## HOW TO COMPLETE THIS TASK
Keep only the lines of the data below that contain "positions", and copy them.

(Saved data entries)
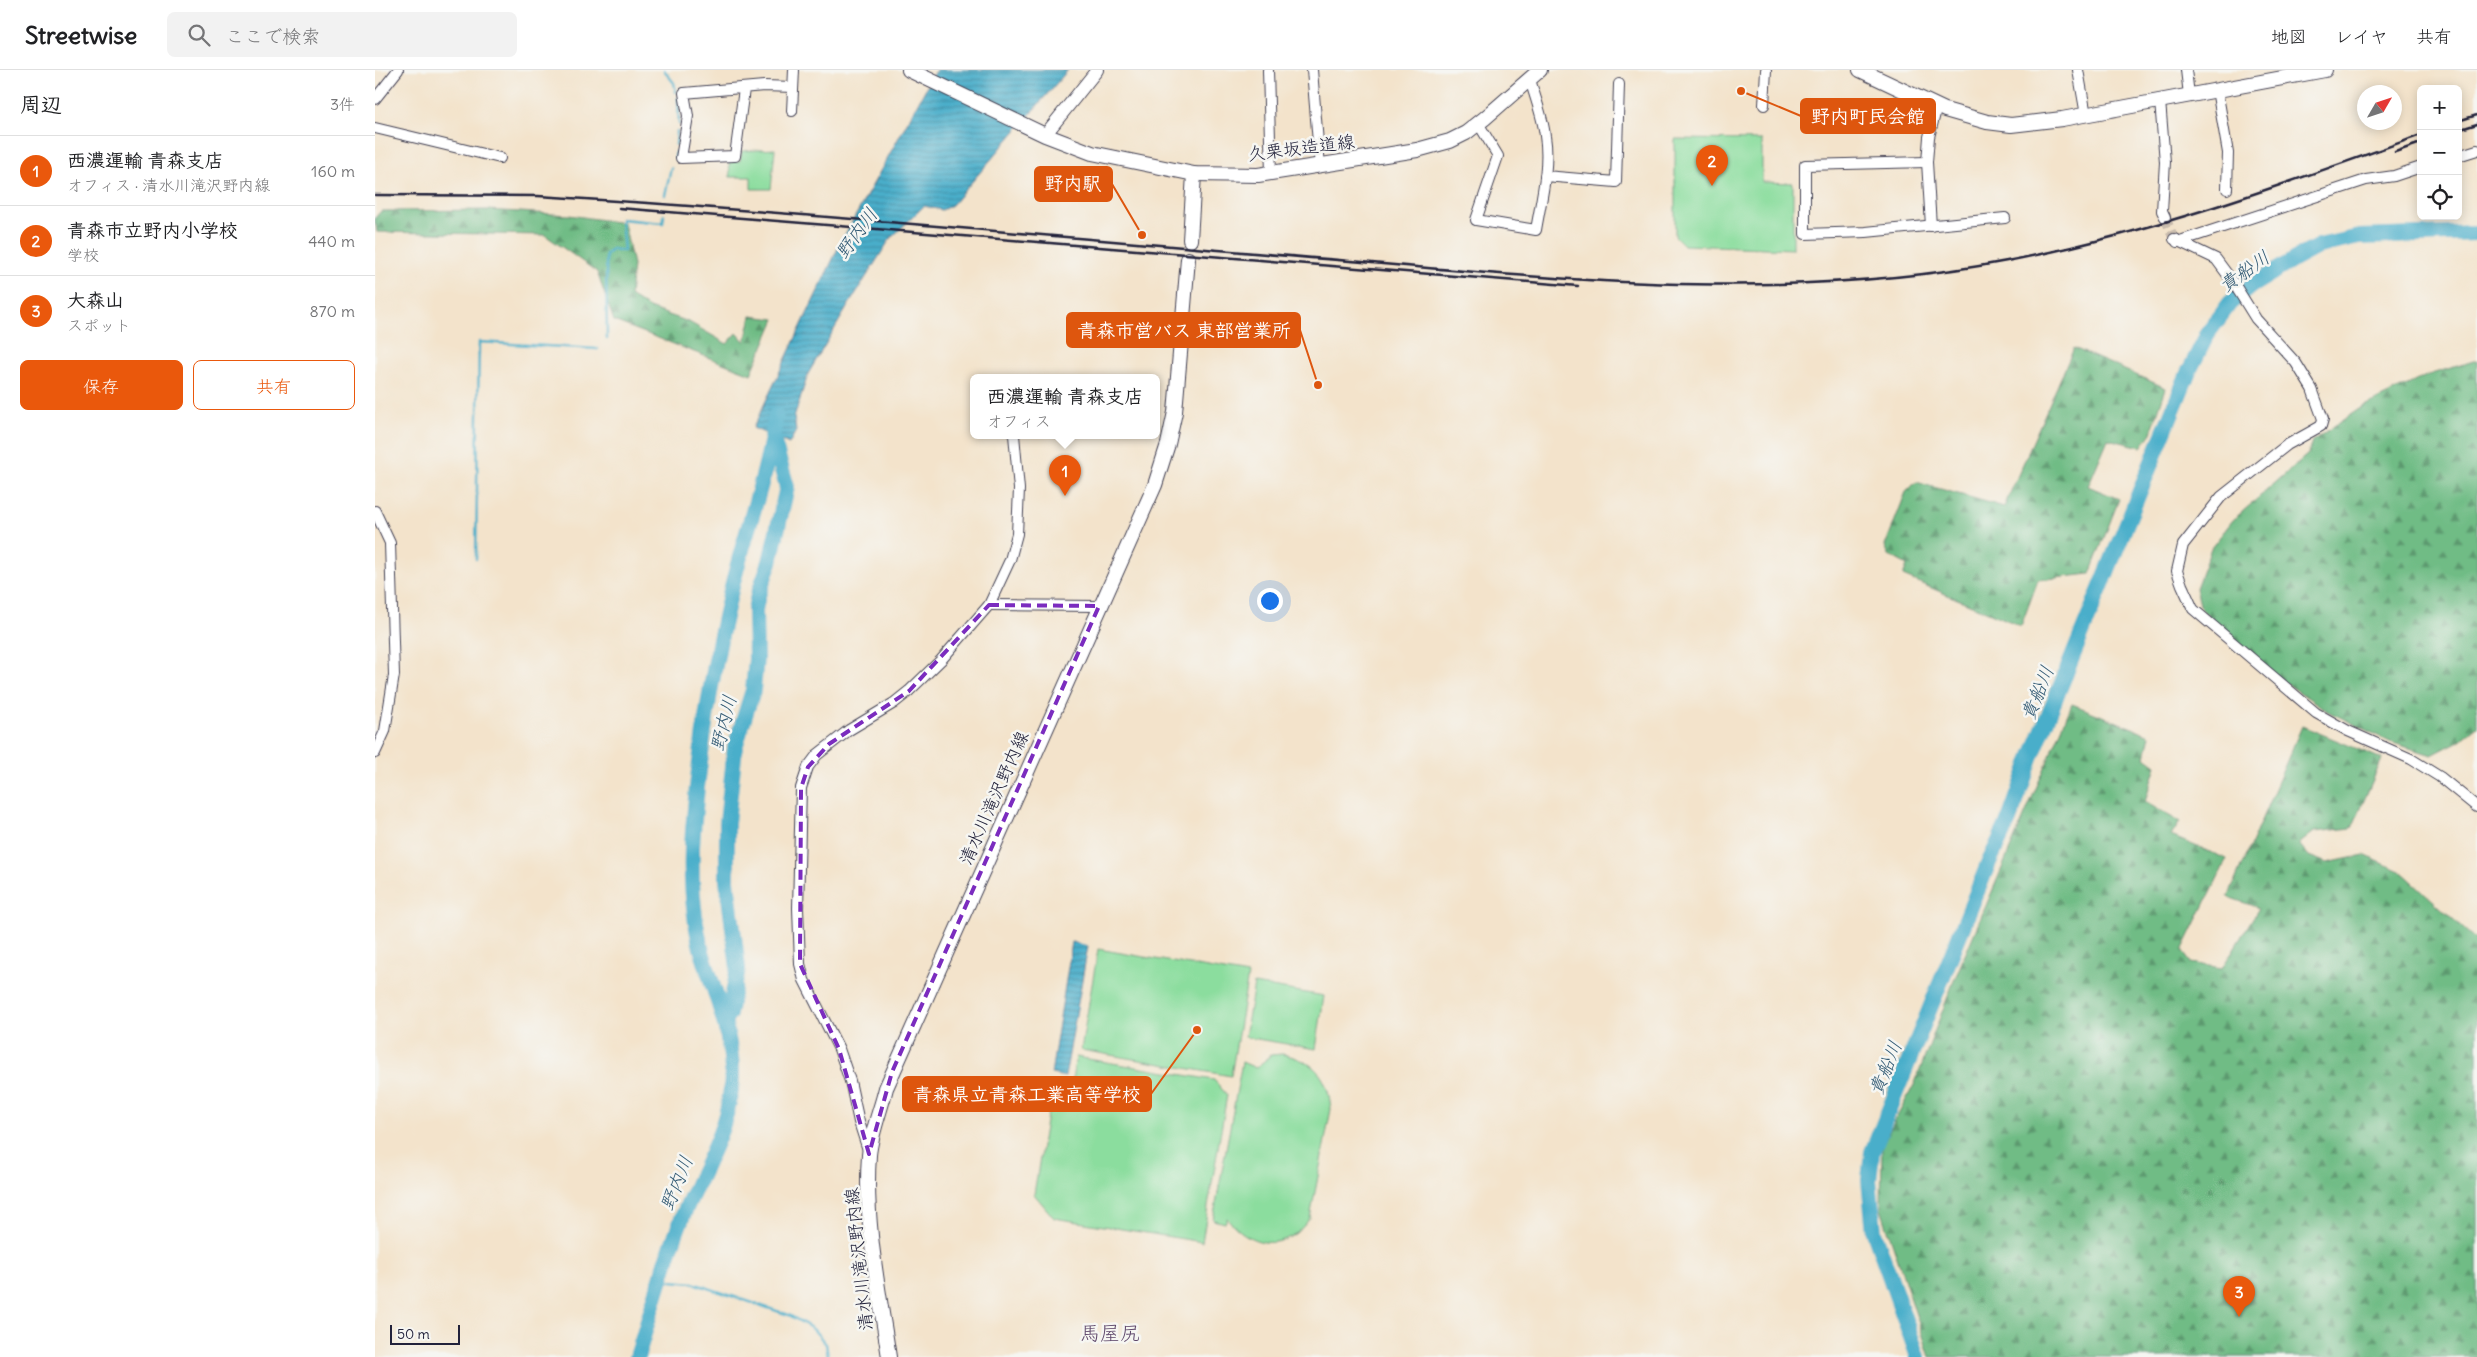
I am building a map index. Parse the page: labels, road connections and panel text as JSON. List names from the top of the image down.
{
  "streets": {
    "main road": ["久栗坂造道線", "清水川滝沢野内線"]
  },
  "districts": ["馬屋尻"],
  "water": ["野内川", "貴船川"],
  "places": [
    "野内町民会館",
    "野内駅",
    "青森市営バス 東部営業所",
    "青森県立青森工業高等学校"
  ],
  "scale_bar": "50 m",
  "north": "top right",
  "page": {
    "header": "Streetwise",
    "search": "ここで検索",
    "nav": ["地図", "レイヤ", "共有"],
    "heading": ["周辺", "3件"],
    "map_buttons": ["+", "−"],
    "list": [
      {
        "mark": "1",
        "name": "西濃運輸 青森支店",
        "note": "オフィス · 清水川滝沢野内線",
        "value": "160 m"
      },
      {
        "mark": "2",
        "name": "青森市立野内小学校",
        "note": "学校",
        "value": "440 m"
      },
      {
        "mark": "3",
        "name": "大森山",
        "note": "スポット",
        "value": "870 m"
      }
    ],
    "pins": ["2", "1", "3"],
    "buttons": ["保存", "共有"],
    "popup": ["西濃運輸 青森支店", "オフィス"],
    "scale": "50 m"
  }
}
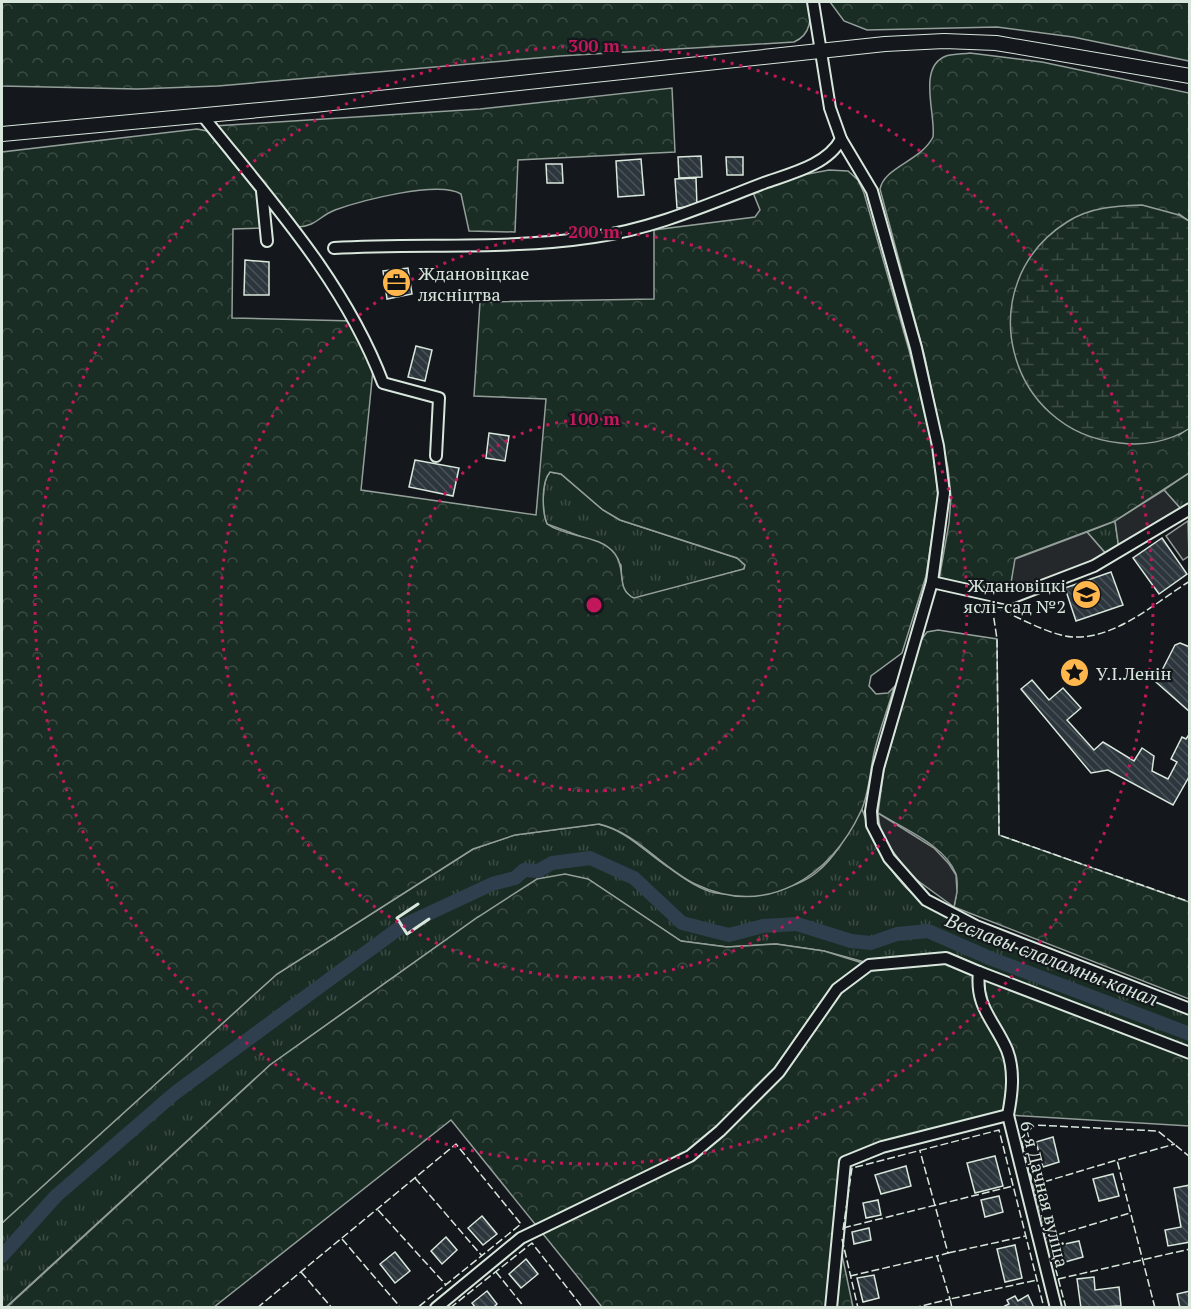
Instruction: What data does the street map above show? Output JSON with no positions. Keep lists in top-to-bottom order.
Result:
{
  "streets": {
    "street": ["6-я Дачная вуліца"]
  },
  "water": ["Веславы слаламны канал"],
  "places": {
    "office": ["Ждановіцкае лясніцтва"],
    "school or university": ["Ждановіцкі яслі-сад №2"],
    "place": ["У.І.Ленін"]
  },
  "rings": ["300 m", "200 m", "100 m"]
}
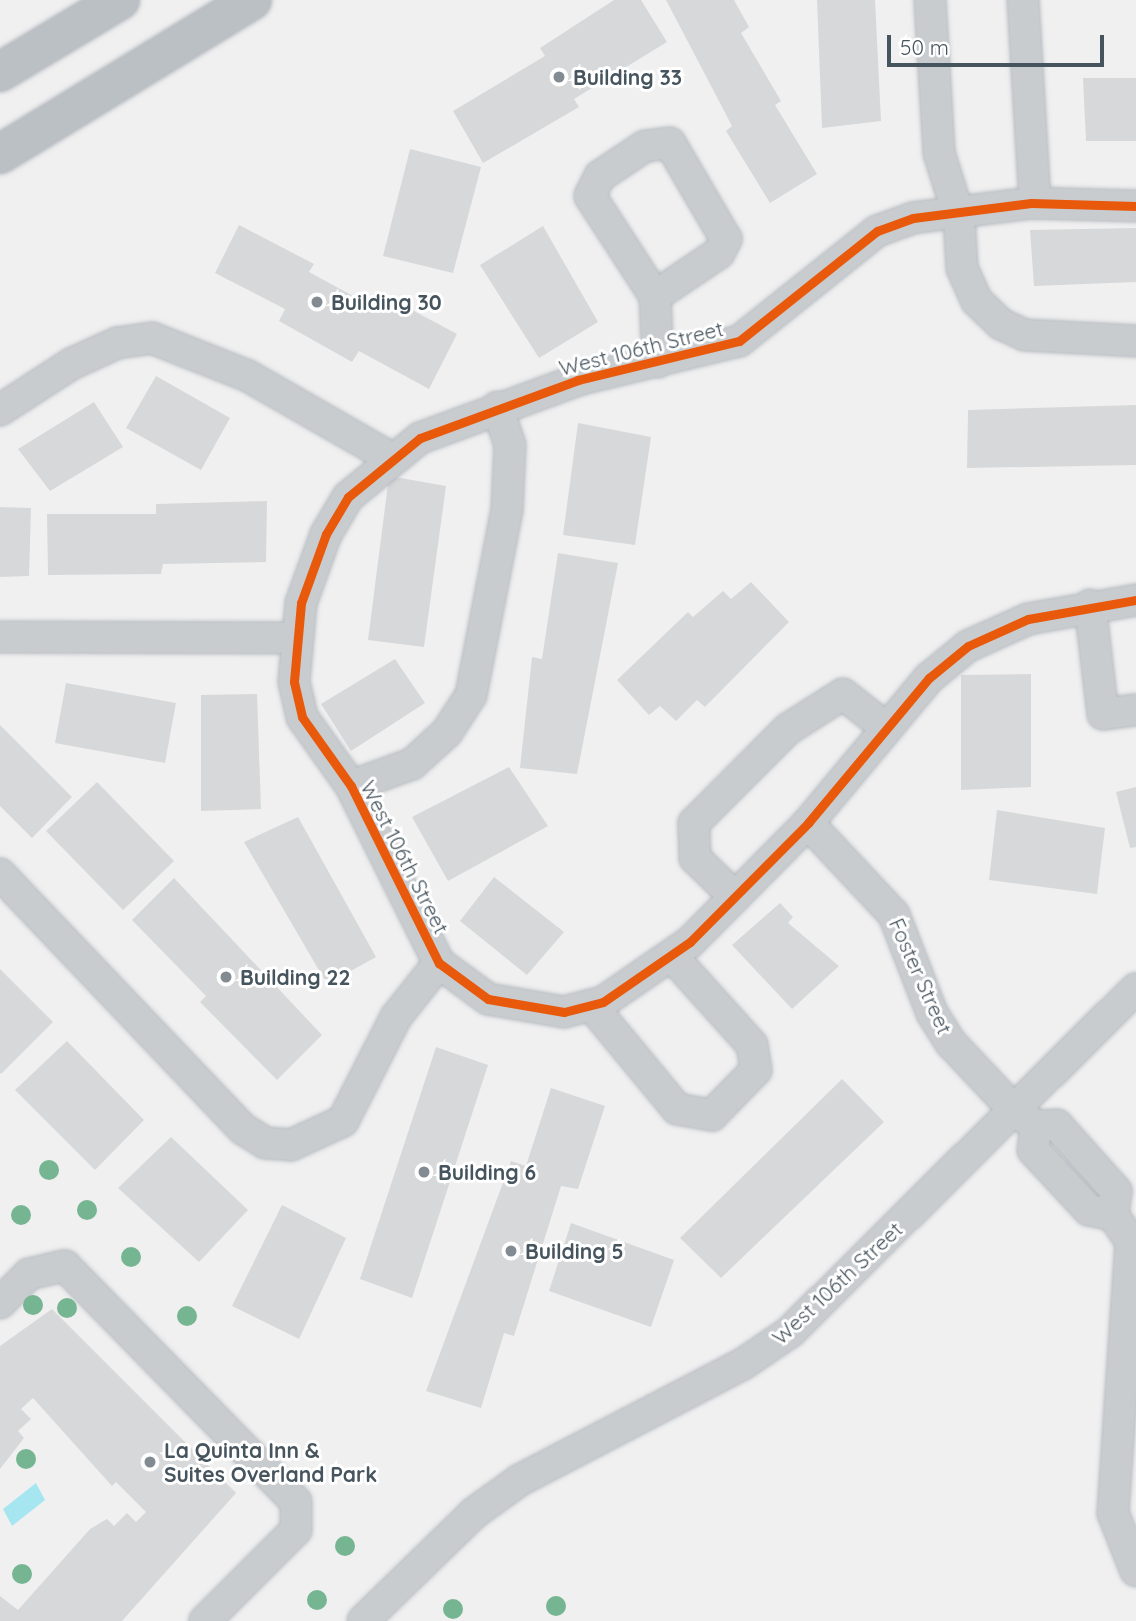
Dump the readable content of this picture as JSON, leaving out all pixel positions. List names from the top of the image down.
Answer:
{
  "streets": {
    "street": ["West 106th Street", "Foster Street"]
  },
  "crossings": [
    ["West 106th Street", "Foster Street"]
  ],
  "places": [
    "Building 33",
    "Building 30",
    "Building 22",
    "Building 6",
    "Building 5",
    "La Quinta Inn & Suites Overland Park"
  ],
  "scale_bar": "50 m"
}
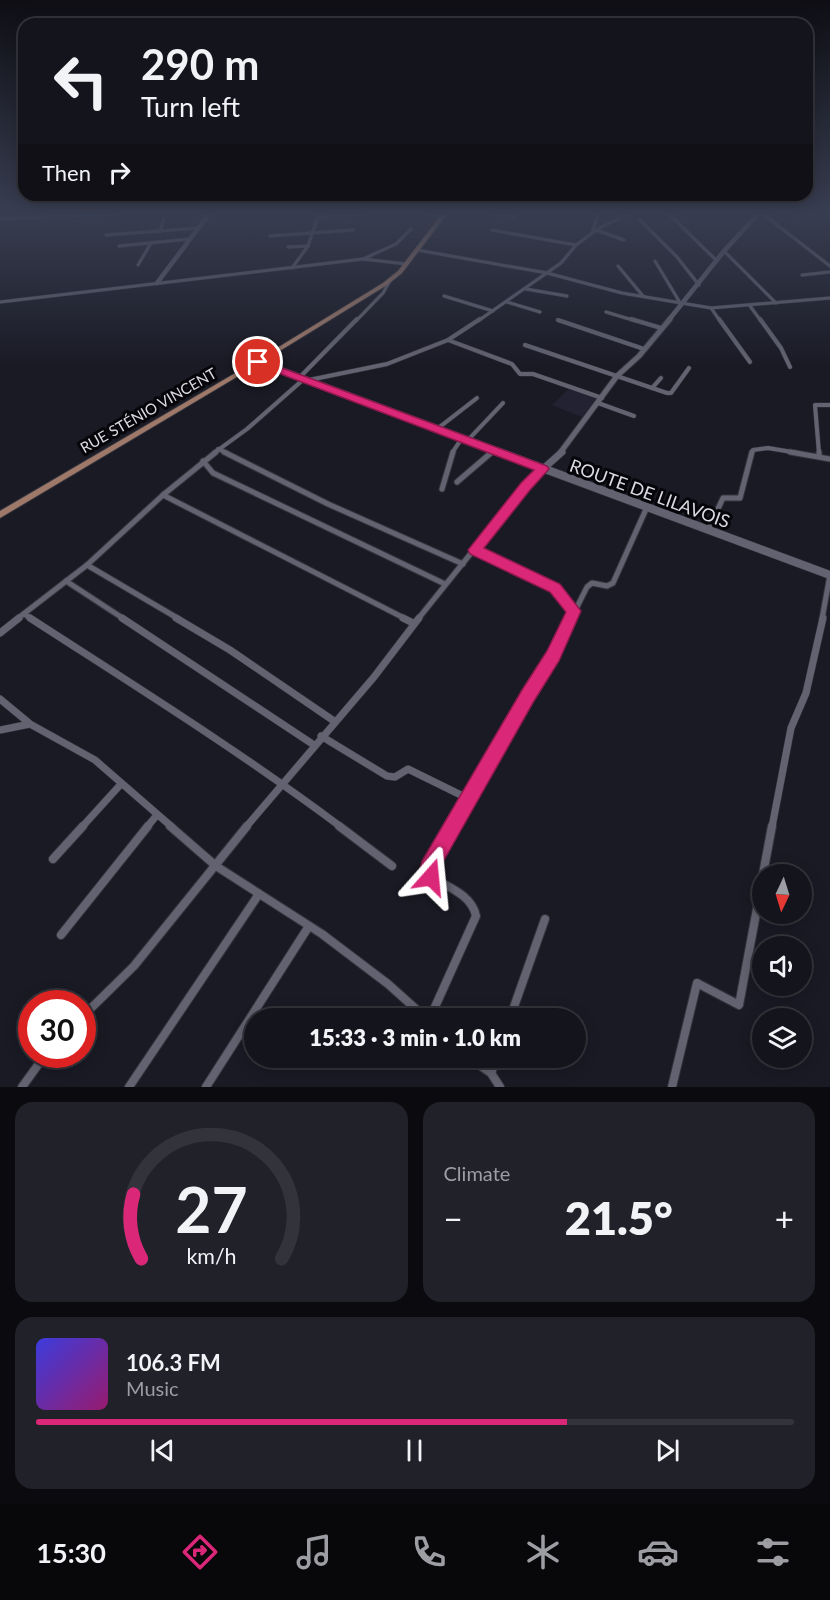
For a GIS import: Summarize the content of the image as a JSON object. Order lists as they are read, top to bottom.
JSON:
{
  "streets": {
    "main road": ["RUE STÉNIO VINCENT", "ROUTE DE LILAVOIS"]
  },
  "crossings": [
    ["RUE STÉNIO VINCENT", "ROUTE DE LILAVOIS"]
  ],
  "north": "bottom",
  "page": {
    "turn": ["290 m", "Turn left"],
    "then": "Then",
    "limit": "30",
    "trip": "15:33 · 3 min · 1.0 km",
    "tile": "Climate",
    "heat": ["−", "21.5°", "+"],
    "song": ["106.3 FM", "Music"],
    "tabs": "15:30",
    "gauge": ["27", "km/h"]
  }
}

## THE COMPLETED TASK
Instruction: What data does the street map above show? Output JSON with no positions. Keep lists in top-to-bottom order.
Dump the readable content of this picture as JSON, leaving out all pixel positions. List names from the top of the image down.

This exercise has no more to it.